The Workings of Privacy in Wikipedia

Date: September 25, 2015 (Friday)

Time: 12:30pm-1:30pm

Venue: Room 723, 7/F, Cheng Yu Tung Tower, HKU

Speaker: Dr Shun-Ling Chen, Assistant Research Professor, Institutum Iurisprudentiae, Academia Sinica, Taiwan

Abstract: Wikipedia is an online encyclopedia that anyone can edit – begun in 2001, it is now one of the most-visited websites in the world. Wikipedia is built by users around the world. User contributions are individually logged, and the logs reveal certain information about each editor. How personal information is collected, stored and used is of particular importance to the Wikipedia community. Firstly, Wikipedia’s openness is prone to abuse. A carefully guarded access to editors’ private information is essential for internal governance. Secondly, outsiders – governments, businesses or individuals – may wish to influence Wikipedia content, sometimes by suing its editors. Since editing may be done pseudonymously, the access to editor’s private information is also essential to the project’s integrity. Recently, the Wikimedia Foundation started to encrypt all connections for Wikipedia and its sister projects. This technical change not only gives readers greater privacy in accessing information but also makes it harder for governments like China and Russia to censor targeted content.

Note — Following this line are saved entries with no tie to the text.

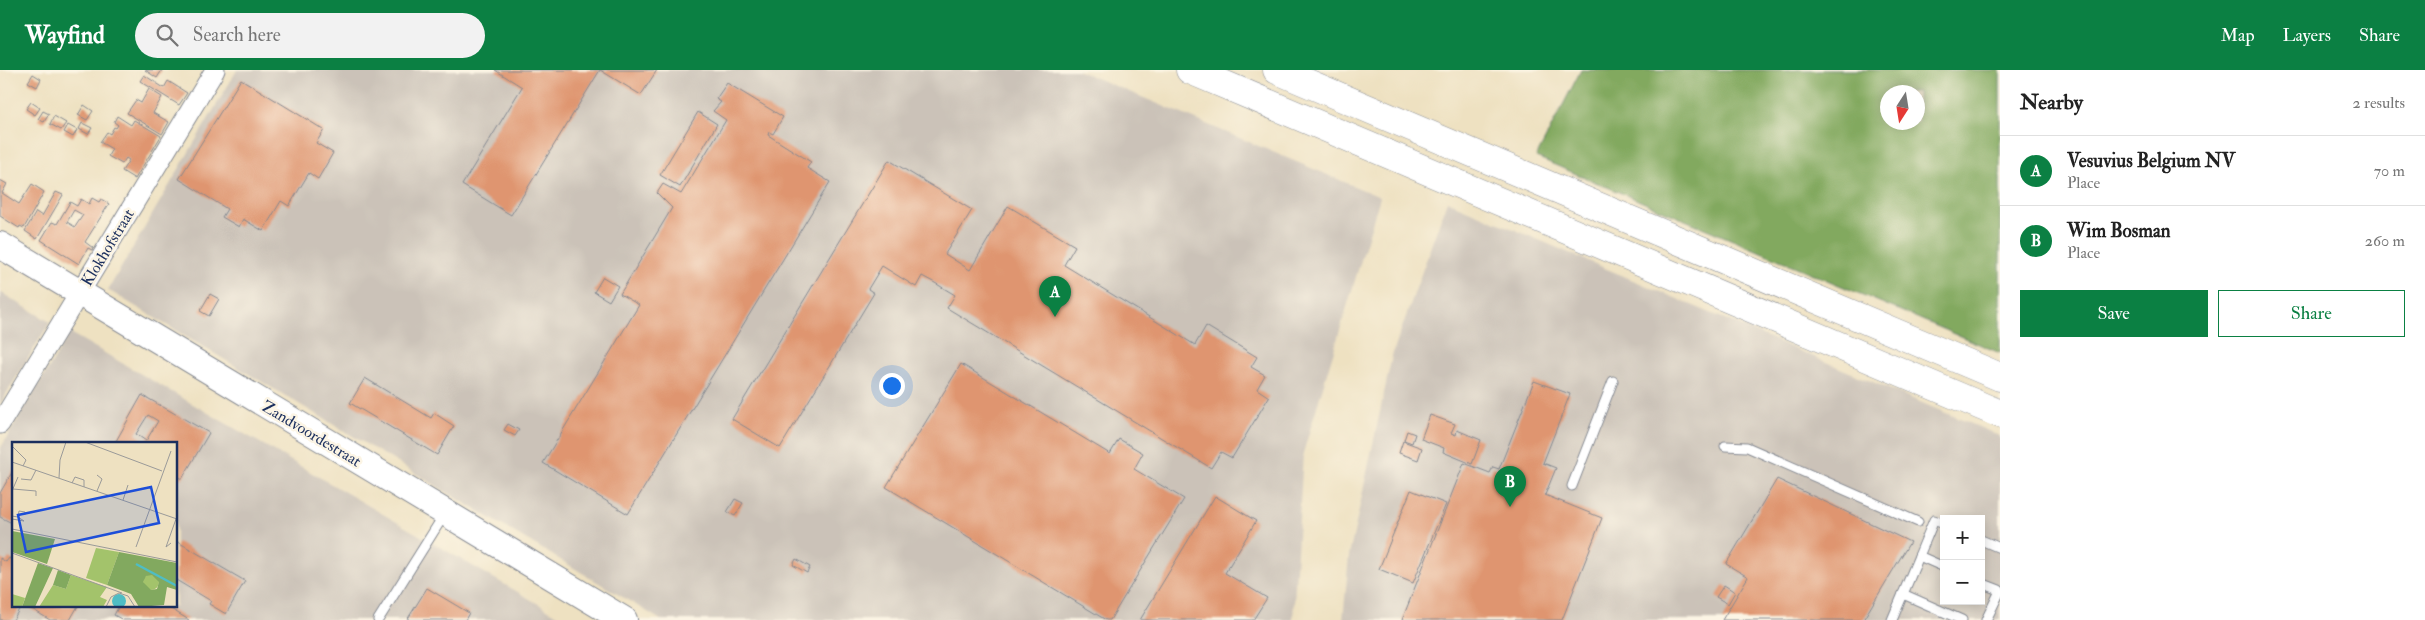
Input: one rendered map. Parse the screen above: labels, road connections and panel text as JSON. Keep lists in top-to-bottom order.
{
  "streets": {
    "main road": ["Zandvoordestraat"],
    "street": ["Klokhofstraat"]
  },
  "crossings": [
    ["Klokhofstraat", "Zandvoordestraat"]
  ],
  "north": "bottom",
  "page": {
    "header": "Wayfind",
    "search": "Search here",
    "nav": ["Map", "Layers", "Share"],
    "heading": ["Nearby", "2 results"],
    "list": [
      {
        "mark": "A",
        "name": "Vesuvius Belgium NV",
        "note": "Place",
        "value": "70 m"
      },
      {
        "mark": "B",
        "name": "Wim Bosman",
        "note": "Place",
        "value": "260 m"
      }
    ],
    "buttons": ["Save", "Share"],
    "pins": ["A", "B"],
    "map_buttons": ["+", "−"]
  }
}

This talk will address why privacy is one of the most important principles behind Wikipedia, and discuss the relevant governance mechanisms and legal strategies developed by its community.

 

Biography:
Dr. Shun-Ling Chen is an assistant research professor at the Institutum Iurisprudentiae, Academia Sinica (Taipei, Taiwan). She received her S.J.D. from Harvard Law School in 2013, and then spent a year at at the University of Arizona James E. Rogers College of Law as a visiting assistant professor. She works in fields where society, information technologies and the legal system intersect. In particular, she is interested in the allocation of resources related to intellectual property laws. She spent years studying the development and enforcement of communal norms in on-line peer-production communities, as well as how these communities negotiate externally with established institutions.

Her publications include: Exposing Professionalism in U.S. Copyright law: The Disenfranchised Lay Public in a Semiotic Democracy (2015, University of San Francisco Law Review), Collaborative Authorship: From Folklore to the Wikiborg (2011, University of Illinois Journal of Law, Technology and Policy), The Wikimedia Foundation and the Self-governing Wikipedia Community – A Dynamic Relationship under Constant Negotiation (2011, in Geert Lovink et at eds, Critical Point of View: A Reader, Institute of Network Culture, at 351-69).